Mukaiyama-Michael Reactions with trans-2,5-Diarylpyrrolidine Catalysts: Enantioselectivity Arises from Attractive Noncovalent Interactions, Not from Steric Hindrance

The scope of the enantioselective Mukaiyama–Michael reactions catalyzed by trans‐2,5‐diphenylpyrrolidine has been expanded to include both α‐ and β‐substituted enals. However, the rationalization of the observed enantioselectivity is far from obvious since the catalyst is not very sterically hindered. DFT calculations were carried out to rationalize the observed stereoselectivities. Transition states of the CC bond formation between iminium intermediates and silyloxyfurans were located and their relative energies were used to estimate the stereoselectivity data. We find excellent agreement between the predicted and observed stereoselectivities. The analysis of intermolecular forces reveals that the enantioselectivity is mostly due to stabilizing noncovalent interactions between the reacting partners, not due to steric hindrance.
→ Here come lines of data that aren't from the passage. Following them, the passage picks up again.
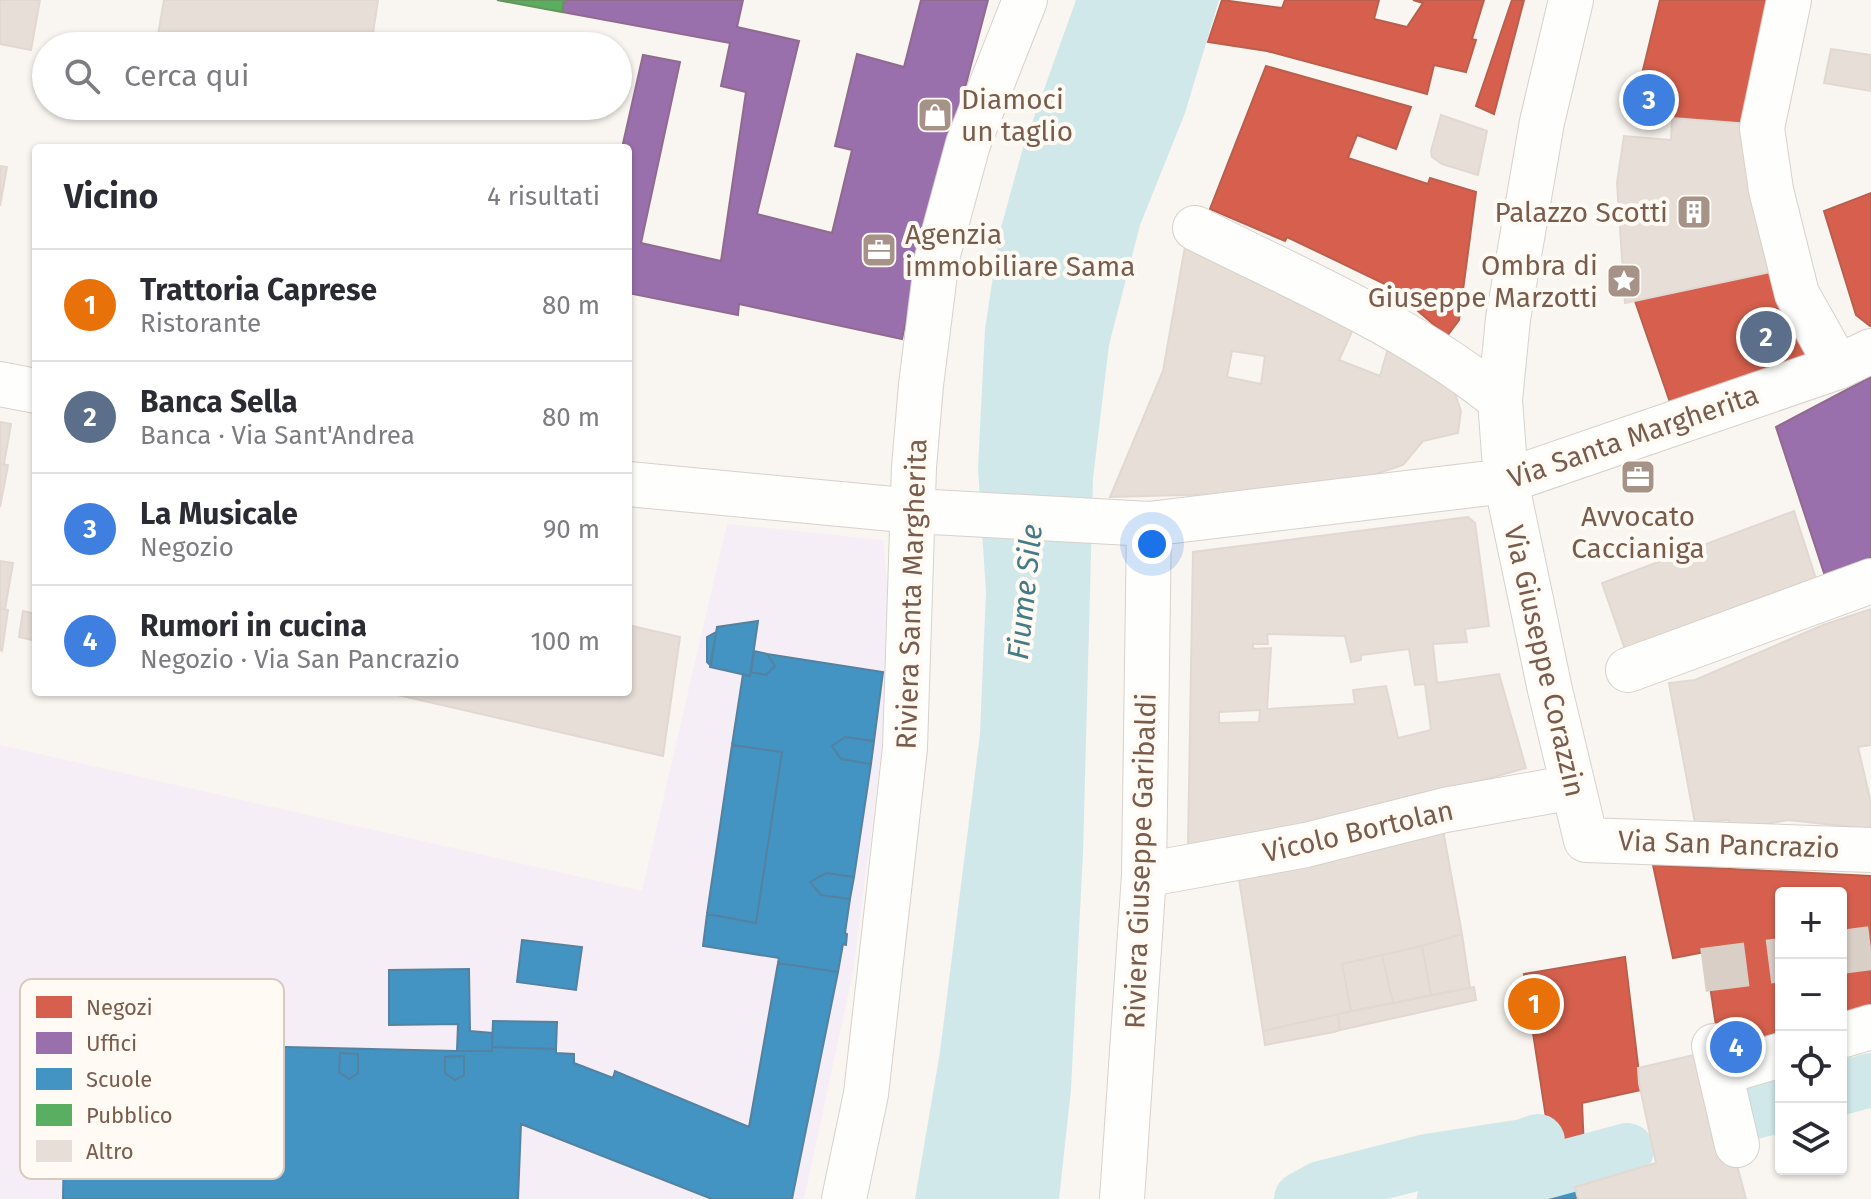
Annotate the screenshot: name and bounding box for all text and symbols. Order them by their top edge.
search box [32,32,632,120]
icon: search [60,54,104,98]
text: Cerca qui [124,58,249,94]
pin: 3 [1623,70,1675,130]
place label: Diamoci un taglio [961,83,1073,148]
shop icon: Diamoci un taglio [916,96,954,134]
text: Vicino [64,176,158,217]
text: 4 risultati [487,181,600,212]
building icon: Palazzo Scotti [1675,193,1713,231]
place label: Palazzo Scotti [1494,196,1668,229]
place label: Agenzia immobiliare Sama [905,218,1135,283]
office icon: Agenzia immobiliare Sama [860,231,898,269]
place label: Ombra di Giuseppe Marzotti [1368,249,1598,314]
place icon: Ombra di Giuseppe Marzotti [1605,262,1643,300]
text: Trattoria Caprese [140,272,377,308]
text: 1 [84,290,96,321]
text: 80 m [542,290,600,321]
pin: 2 [1740,307,1792,367]
text: Ristorante [140,308,261,339]
street label: Via Santa Margherita [1503,378,1763,495]
text: Banca Sella [140,384,298,420]
text: 2 [83,402,97,433]
text: 80 m [542,402,600,433]
text: Banca · Via Sant'Andrea [140,420,415,451]
street label: Riviera Santa Margherita [890,438,933,750]
office icon: Avvocato Caccianiga [1619,458,1657,496]
text: La Musicale [140,496,298,532]
place label: Avvocato Caccianiga [1571,500,1705,565]
text: 3 [83,514,97,545]
text: 90 m [543,514,600,545]
water label: Fiume Sile [1000,522,1050,662]
street label: Via Giuseppe Corazzin [1497,522,1592,800]
your location [1132,524,1172,564]
text: Negozio [140,532,234,563]
text: Rumori in cucina [140,608,367,644]
text: 4 [83,626,97,657]
text: 100 m [531,626,600,657]
text: Negozio · Via San Pancrazio [140,644,460,675]
street label: Riviera Giuseppe Garibaldi [1118,693,1163,1029]
street label: Vicolo Bortolan [1260,794,1457,869]
street label: Via San Pancrazio [1618,824,1840,865]
map controls [1775,887,1847,1175]
button: + [1775,887,1847,959]
button: − [1775,959,1847,1031]
pin: 1 [1508,974,1560,1034]
legend [20,979,284,1179]
text: Negozi [86,994,153,1021]
pin: 4 [1710,1017,1762,1077]
text: Uffici [86,1030,137,1057]
button: locate [1775,1031,1847,1103]
text: Scuole [86,1066,152,1093]
text: Pubblico [86,1102,173,1129]
button: layers [1775,1103,1847,1175]
text: Altro [86,1138,134,1165]

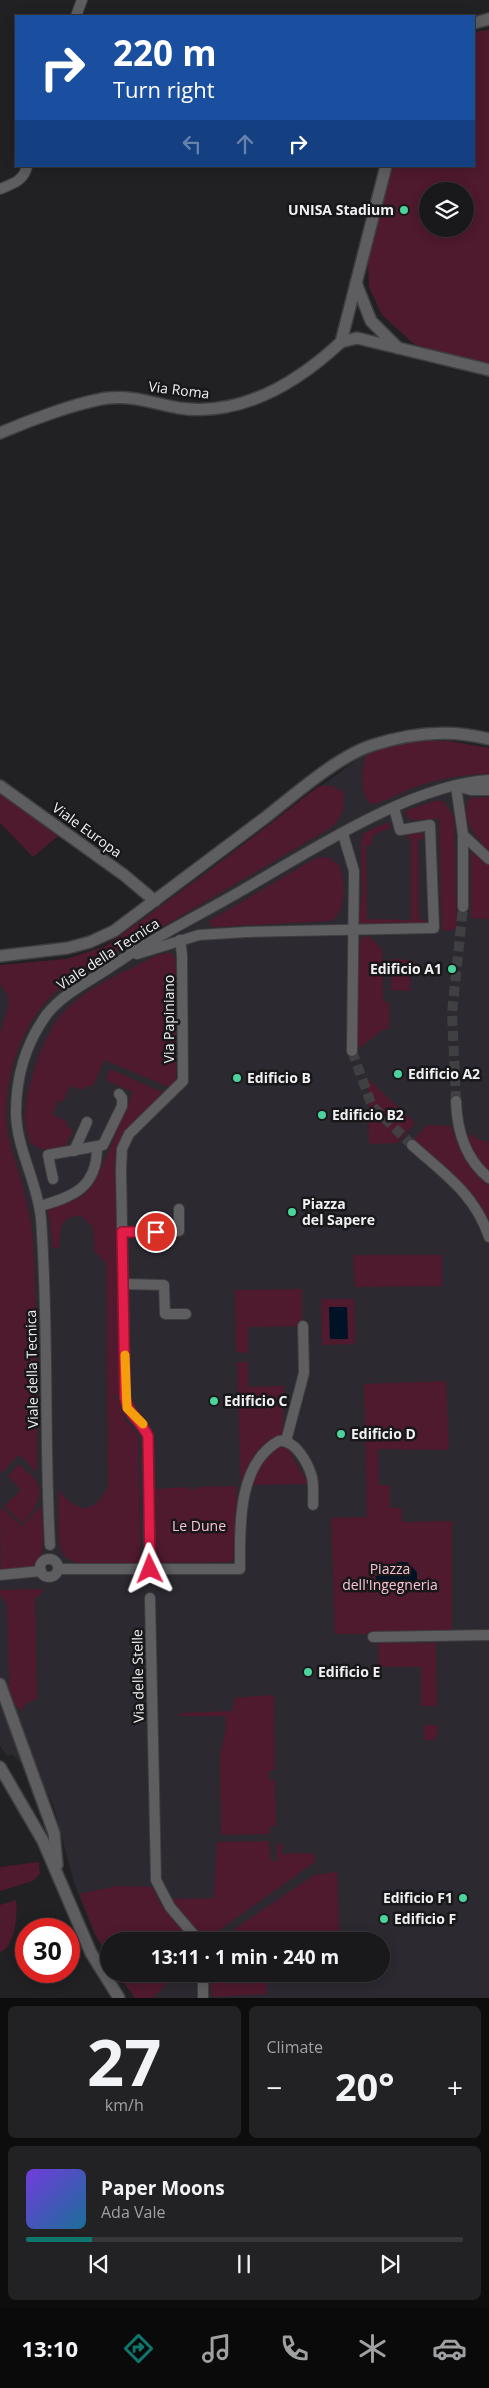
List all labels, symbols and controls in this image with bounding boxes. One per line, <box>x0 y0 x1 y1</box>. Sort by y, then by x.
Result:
text: 220 m <box>113 29 217 76</box>
icon: right <box>30 35 95 100</box>
text: Turn right <box>113 74 215 104</box>
icon: left <box>178 130 206 158</box>
icon: ahead <box>231 130 259 158</box>
icon: right <box>284 130 312 158</box>
map controls <box>419 182 474 237</box>
button: layers <box>419 182 474 237</box>
place label: UNISA Stadium <box>288 200 394 219</box>
marker: UNISA Stadium <box>398 204 410 216</box>
street label: Via Roma <box>148 376 211 403</box>
street label: Viale Europa <box>49 798 126 861</box>
street label: Viale della Tecnica <box>53 913 163 994</box>
place label: Edificio A1 <box>370 959 442 978</box>
marker: Edificio A1 <box>446 963 458 975</box>
street label: Via Papiniano <box>159 975 178 1063</box>
place label: Edificio A2 <box>408 1064 480 1083</box>
place label: Edificio B <box>247 1068 311 1087</box>
marker: Edificio A2 <box>392 1068 404 1080</box>
marker: Edificio B <box>231 1072 243 1084</box>
place label: Edificio B2 <box>332 1105 404 1124</box>
marker: Edificio B2 <box>316 1109 328 1121</box>
place label: Piazza del Sapere <box>302 1194 375 1229</box>
marker: Piazza del Sapere <box>286 1206 298 1218</box>
pin <box>135 1211 177 1253</box>
icon: arrive <box>142 1218 170 1246</box>
street label: Viale della Tecnica <box>21 1310 42 1428</box>
place label: Edificio C <box>224 1391 287 1410</box>
marker: Edificio C <box>208 1395 220 1407</box>
place label: Edificio D <box>351 1424 416 1443</box>
marker: Edificio D <box>335 1428 347 1440</box>
park label: Le Dune <box>172 1516 226 1535</box>
position arrow <box>123 1542 175 1594</box>
park label: Piazza dell'Ingegneria <box>342 1559 438 1594</box>
street label: Via delle Stelle <box>127 1629 148 1723</box>
place label: Edificio E <box>318 1662 380 1681</box>
marker: Edificio E <box>302 1666 314 1678</box>
place label: Edificio F1 <box>383 1888 453 1907</box>
marker: Edificio F1 <box>457 1892 469 1904</box>
place label: Edificio F <box>394 1909 456 1928</box>
marker: Edificio F <box>378 1913 390 1925</box>
speed limit sign: 30 <box>15 1918 80 1983</box>
text: 13:11 · 1 min · 240 m <box>151 1944 339 1970</box>
text: 27 <box>87 2017 161 2105</box>
text: Climate <box>267 2036 323 2058</box>
text: 20° <box>335 2060 395 2112</box>
text: − <box>267 2068 283 2106</box>
text: + <box>447 2068 463 2106</box>
text: km/h <box>105 2094 144 2116</box>
text: Paper Moons <box>101 2175 225 2201</box>
text: Ada Vale <box>101 2201 165 2223</box>
icon: previous <box>85 2250 113 2278</box>
icon: pause <box>230 2250 258 2278</box>
icon: next <box>376 2250 404 2278</box>
icon: directions <box>121 2331 156 2366</box>
icon: music <box>199 2331 234 2366</box>
icon: phone <box>277 2331 312 2366</box>
icon: climate <box>355 2331 390 2366</box>
icon: car <box>432 2331 467 2366</box>
text: 13:10 <box>21 2333 78 2363</box>

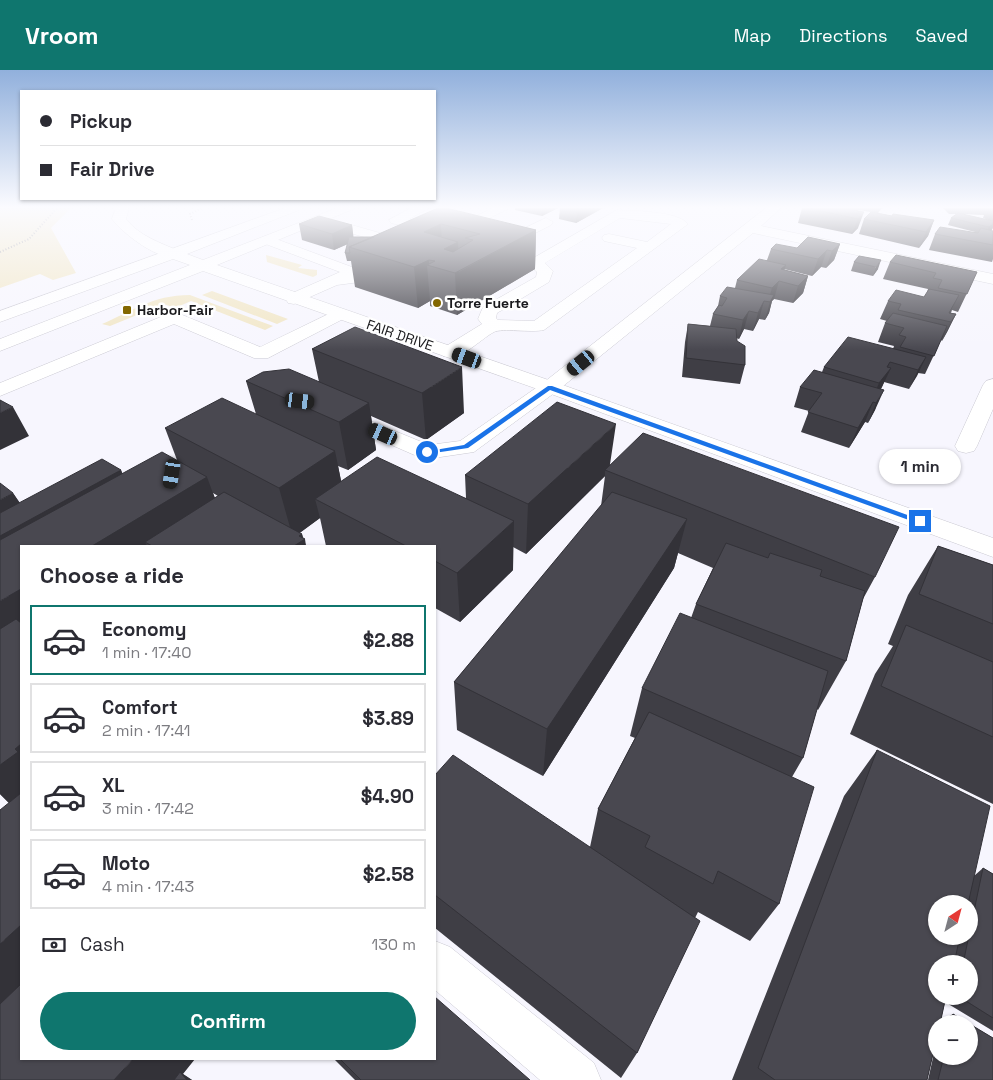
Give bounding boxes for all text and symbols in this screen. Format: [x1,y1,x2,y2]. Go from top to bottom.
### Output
text: Vroom [25,20,99,51]
text: Map [734,24,771,47]
text: Directions [799,24,888,47]
text: Saved [916,24,968,47]
text: Pickup [70,109,132,134]
text: Fair Drive [70,157,155,182]
place label: Torre Fuerte [447,294,529,312]
marker: Torre Fuerte [431,297,443,309]
place label: Harbor-Fair [137,301,214,319]
marker: Harbor-Fair [121,304,133,316]
street label: FAIR DRIVE [364,315,436,355]
car [450,346,483,370]
car [564,348,597,378]
car [284,392,315,410]
car [366,421,399,447]
route start [416,441,438,463]
callout: 1 min [879,448,961,484]
text: 1 min [900,456,940,477]
car [162,458,181,490]
route end [909,510,931,532]
text: Choose a ride [40,561,184,589]
text: Economy [102,617,186,642]
icon: car [42,618,87,663]
text: $2.88 [363,628,414,653]
text: 1 min · 17:40 [102,642,192,663]
text: Comfort [102,695,178,720]
icon: car [42,696,87,741]
text: $3.89 [362,706,414,731]
text: 2 min · 17:41 [102,720,191,741]
text: XL [102,773,125,798]
icon: car [42,774,87,819]
text: $4.90 [361,784,414,809]
text: 3 min · 17:42 [102,798,194,819]
text: Moto [102,851,150,876]
icon: car [42,852,87,897]
text: $2.58 [363,862,414,887]
text: 4 min · 17:43 [102,876,194,897]
north arrow [928,895,978,945]
map controls [928,895,978,1065]
icon: cash [40,931,68,959]
text: Cash [80,932,125,957]
text: 130 m [372,934,416,955]
button: + [928,955,978,1005]
button: Confirm [40,992,416,1050]
button: − [928,1015,978,1065]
The role of attractive noncovalent interactions in enantioselective catalysis may be underappreciated. Embraced enantioselectivity: Mukaiyama–Michael reactions catalyzed by trans‐2,5‐diphenylpyrrolidine catalyst are highly enantioselective, but why? The answer appears to lie in the attractive, not repulsive, noncovalent interactions in the transition states leading to the major product(s) (see scheme; TIPS=triisopropylsilyl).